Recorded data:

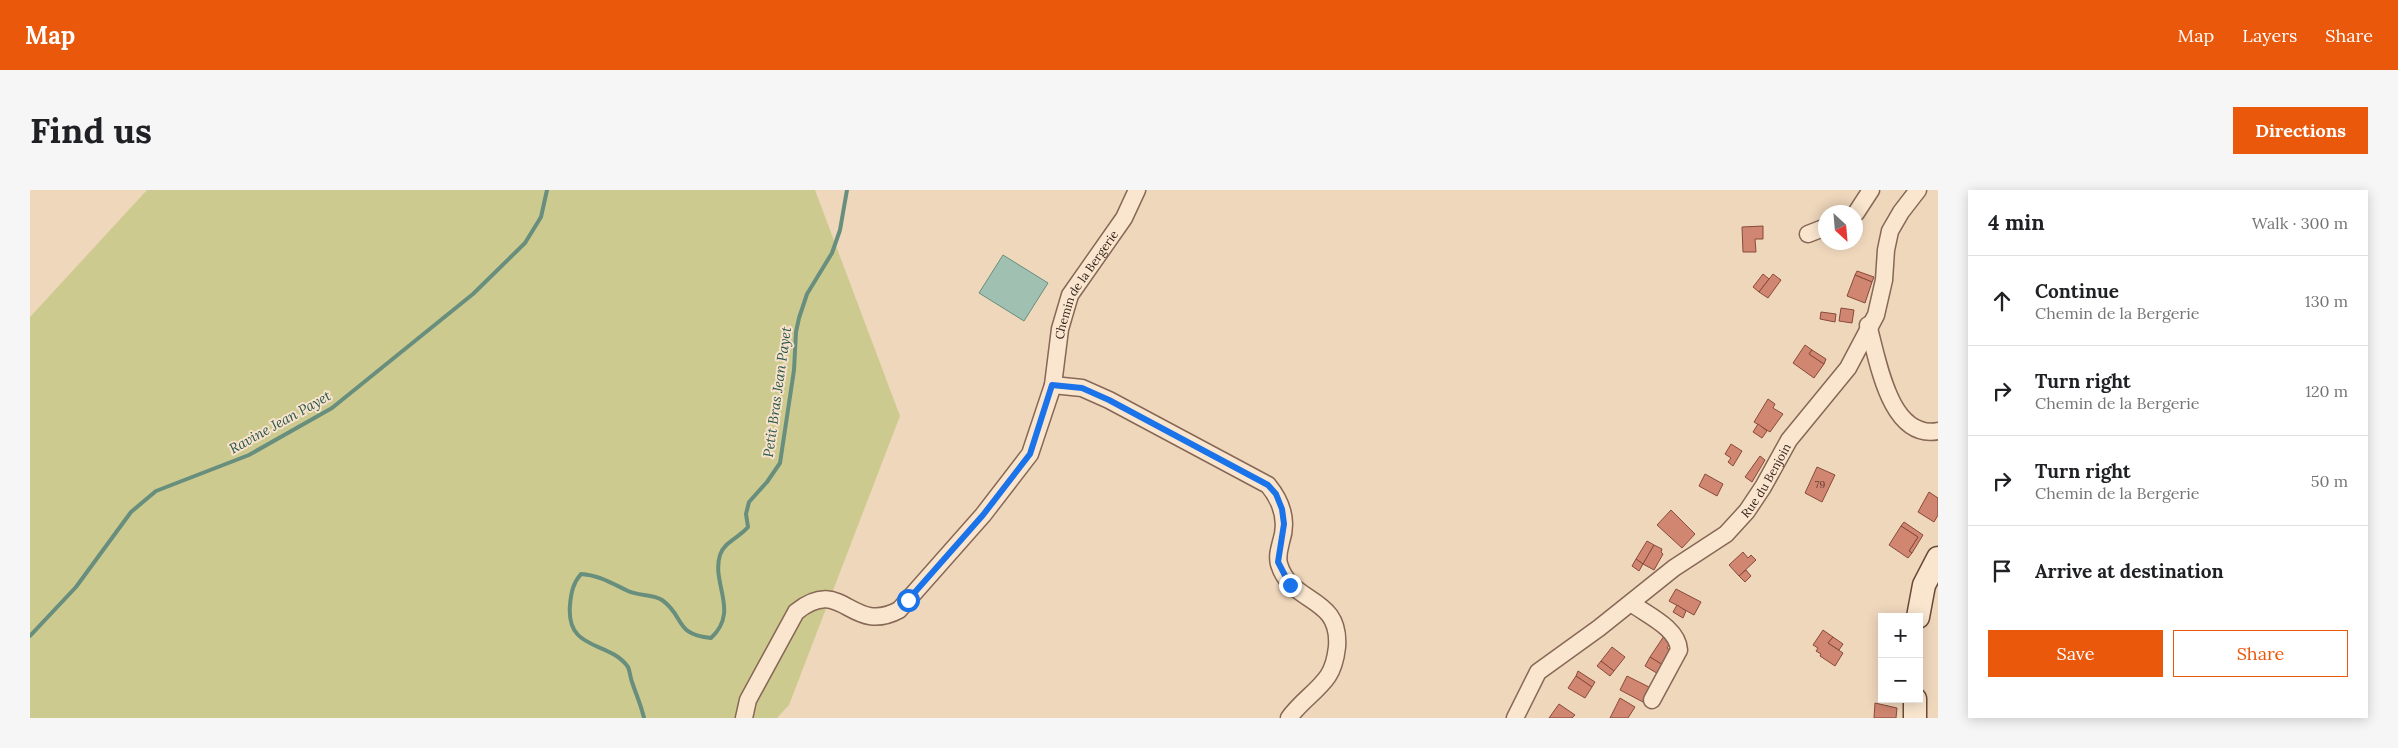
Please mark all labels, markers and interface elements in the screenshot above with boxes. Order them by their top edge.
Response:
text: Map [25,20,75,51]
text: Map [2178,24,2214,47]
text: Layers [2242,24,2297,47]
text: Share [2325,24,2373,47]
button: Directions [2233,107,2368,154]
text: Find us [30,108,152,153]
north arrow [1818,205,1863,250]
text: 4 min [1988,209,2045,236]
text: Walk · 300 m [2252,213,2348,233]
street label: Chemin de la Bergerie [1051,227,1121,340]
text: Continue [2035,279,2119,303]
icon: ahead [1988,287,2016,315]
text: 130 m [2305,291,2348,311]
text: Chemin de la Bergerie [2035,303,2199,323]
water label: Petit Bras Jean Payet [759,325,795,458]
text: Turn right [2035,369,2131,393]
icon: right [1988,377,2016,405]
text: 120 m [2305,381,2348,401]
water label: Ravine Jean Payet [226,386,335,457]
text: Chemin de la Bergerie [2035,393,2199,413]
street label: Rue du Benjoin [1737,440,1793,520]
text: Turn right [2035,459,2131,483]
icon: right [1988,467,2016,495]
text: 50 m [2311,471,2348,491]
house number: 79 [1815,478,1825,491]
text: Chemin de la Bergerie [2035,483,2199,503]
icon: arrive [1988,557,2016,585]
text: Arrive at destination [2035,559,2224,583]
route end [1279,574,1302,597]
route start [897,589,920,612]
map controls [1878,613,1923,703]
button: + [1878,613,1923,658]
button: Save [1988,630,2163,677]
button: Share [2173,630,2348,677]
button: − [1878,658,1923,703]

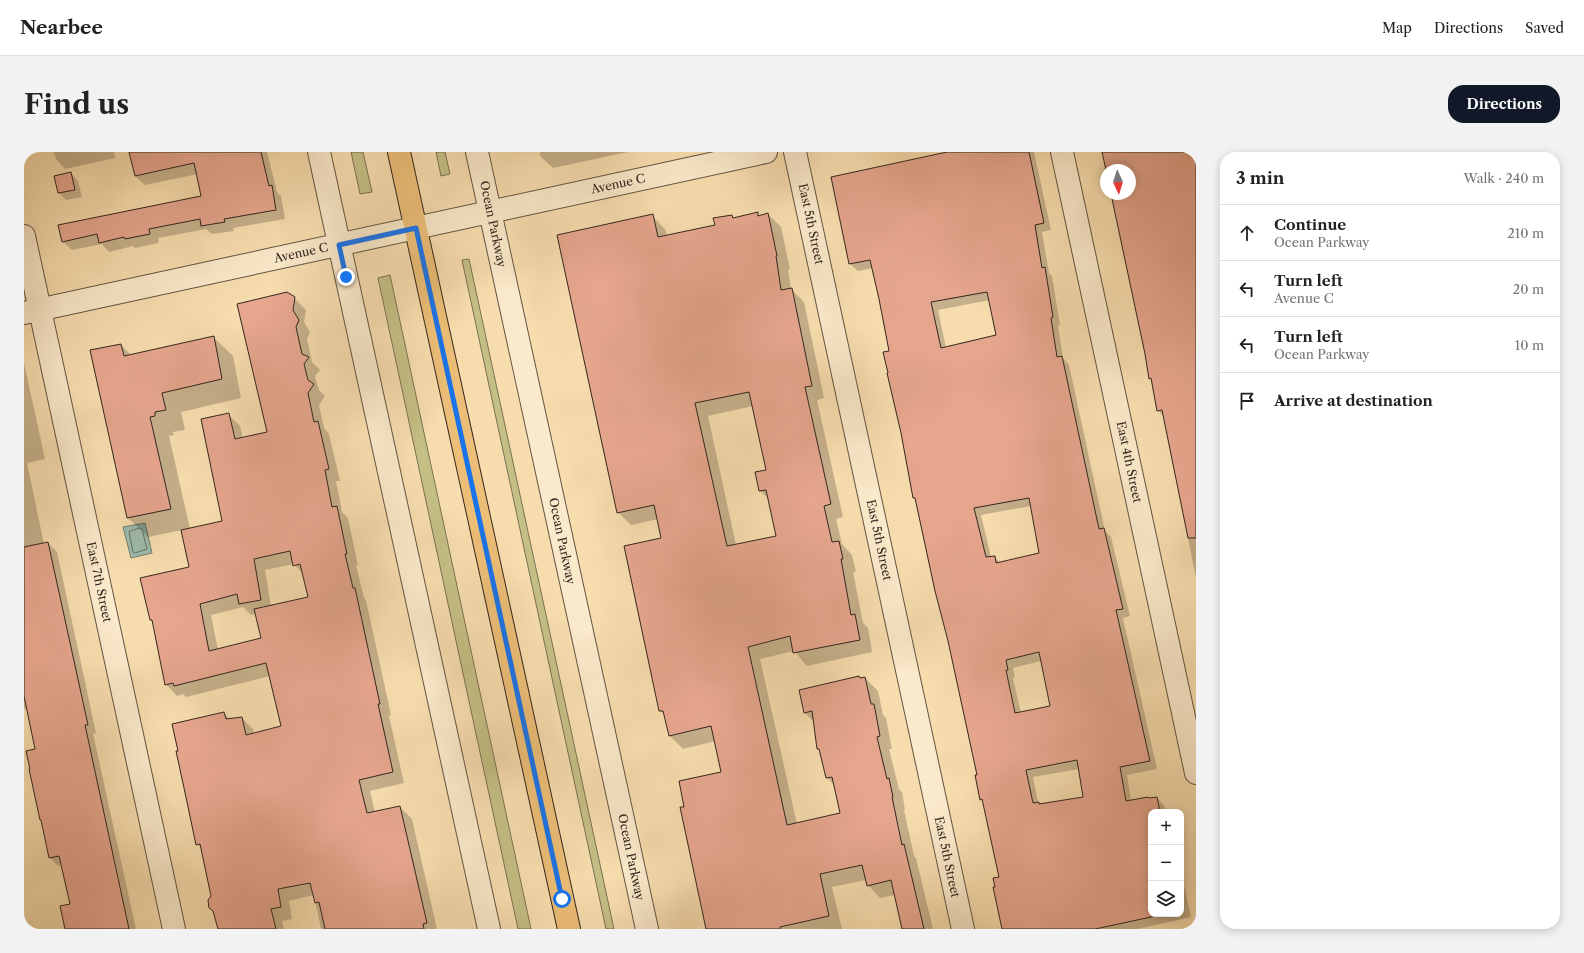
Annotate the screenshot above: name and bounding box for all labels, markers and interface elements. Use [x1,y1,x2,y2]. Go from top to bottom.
text: Nearbee [20,16,103,39]
text: Map [1382,19,1412,37]
text: Directions [1434,19,1503,37]
text: Saved [1525,19,1564,37]
button: Directions [1448,85,1560,123]
text: Find us [24,87,129,121]
north arrow [1100,164,1136,200]
text: 3 min [1236,168,1285,188]
street label: Avenue C [588,170,646,197]
text: Walk · 240 m [1464,170,1544,186]
street label: Ocean Parkway [477,179,510,269]
street label: East 5th Street [796,182,828,267]
text: Continue [1274,215,1346,234]
icon: ahead [1236,222,1258,244]
text: 210 m [1507,225,1544,241]
text: Ocean Parkway [1274,234,1369,250]
street label: Avenue C [271,239,329,266]
route end [337,268,355,286]
text: Turn left [1274,271,1343,290]
icon: left [1236,278,1258,300]
text: 20 m [1513,281,1544,297]
text: Avenue C [1274,290,1334,306]
text: Turn left [1274,327,1343,346]
icon: left [1236,334,1258,356]
text: 10 m [1515,337,1544,353]
text: Ocean Parkway [1274,346,1369,362]
icon: arrive [1236,390,1258,412]
text: Arrive at destination [1274,391,1433,410]
street label: East 4th Street [1114,420,1146,505]
street label: Ocean Parkway [546,496,579,586]
street label: East 5th Street [864,498,896,583]
street label: East 7th Street [84,540,116,624]
map controls [1148,809,1184,917]
button: + [1148,809,1184,845]
street label: Ocean Parkway [615,812,648,902]
street label: East 5th Street [932,815,964,900]
button: − [1148,845,1184,881]
button: layers [1148,881,1184,917]
route start [553,890,571,908]

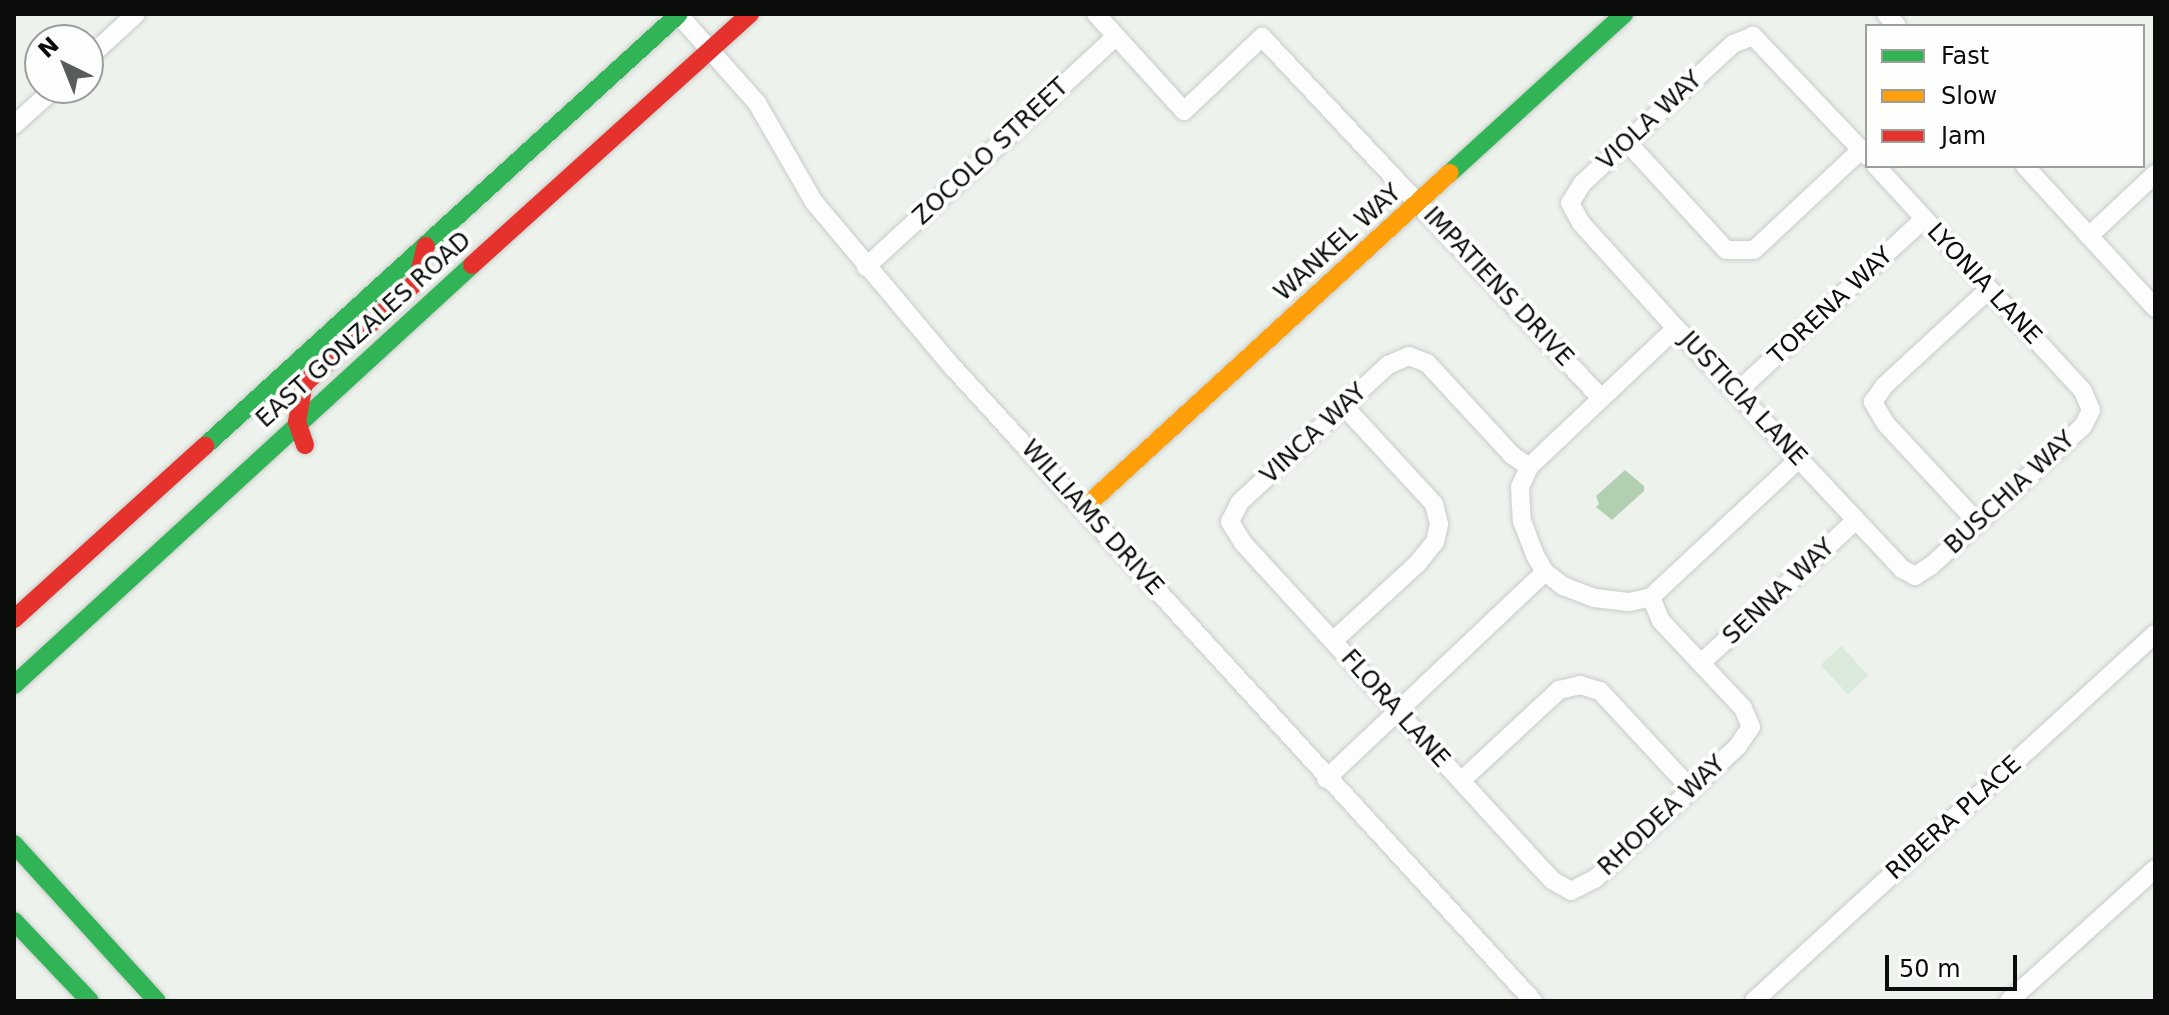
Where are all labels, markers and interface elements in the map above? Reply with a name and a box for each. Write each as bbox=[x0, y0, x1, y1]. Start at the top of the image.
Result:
north arrow bbox=[24, 24, 104, 104]
legend bbox=[1865, 24, 2145, 168]
text: N bbox=[33, 32, 64, 63]
text: Fast bbox=[1941, 42, 1989, 70]
street label: VIOLA WAY bbox=[1592, 65, 1708, 177]
street label: ZOCOLO STREET bbox=[907, 73, 1075, 231]
text: Slow bbox=[1941, 82, 1997, 110]
text: Jam bbox=[1941, 122, 1986, 150]
street label: WANKEL WAY bbox=[1269, 179, 1407, 307]
street label: IMPATIENS DRIVE bbox=[1417, 202, 1579, 372]
street label: LYONIA LANE bbox=[1921, 218, 2047, 350]
street label: EAST GONZALES ROAD bbox=[251, 226, 477, 434]
street label: TORENA WAY bbox=[1763, 241, 1899, 371]
street label: JUSTICIA LANE bbox=[1673, 326, 1813, 472]
street label: VINCA WAY bbox=[1255, 378, 1373, 490]
street label: BUSCHIA WAY bbox=[1939, 426, 2081, 560]
street label: WILLIAMS DRIVE bbox=[1015, 435, 1169, 601]
street label: SENNA WAY bbox=[1717, 533, 1841, 651]
street label: FLORA LANE bbox=[1335, 644, 1455, 774]
street label: RHODEA WAY bbox=[1593, 750, 1731, 882]
street label: RIBERA PLACE bbox=[1881, 750, 2027, 886]
scale bar bbox=[1889, 939, 2021, 989]
text: 50 m bbox=[1899, 955, 1961, 983]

Directions for this task -> In the records above, the lines containing the string "Walk" should be counted; give only the total.

Exercise answer -> 2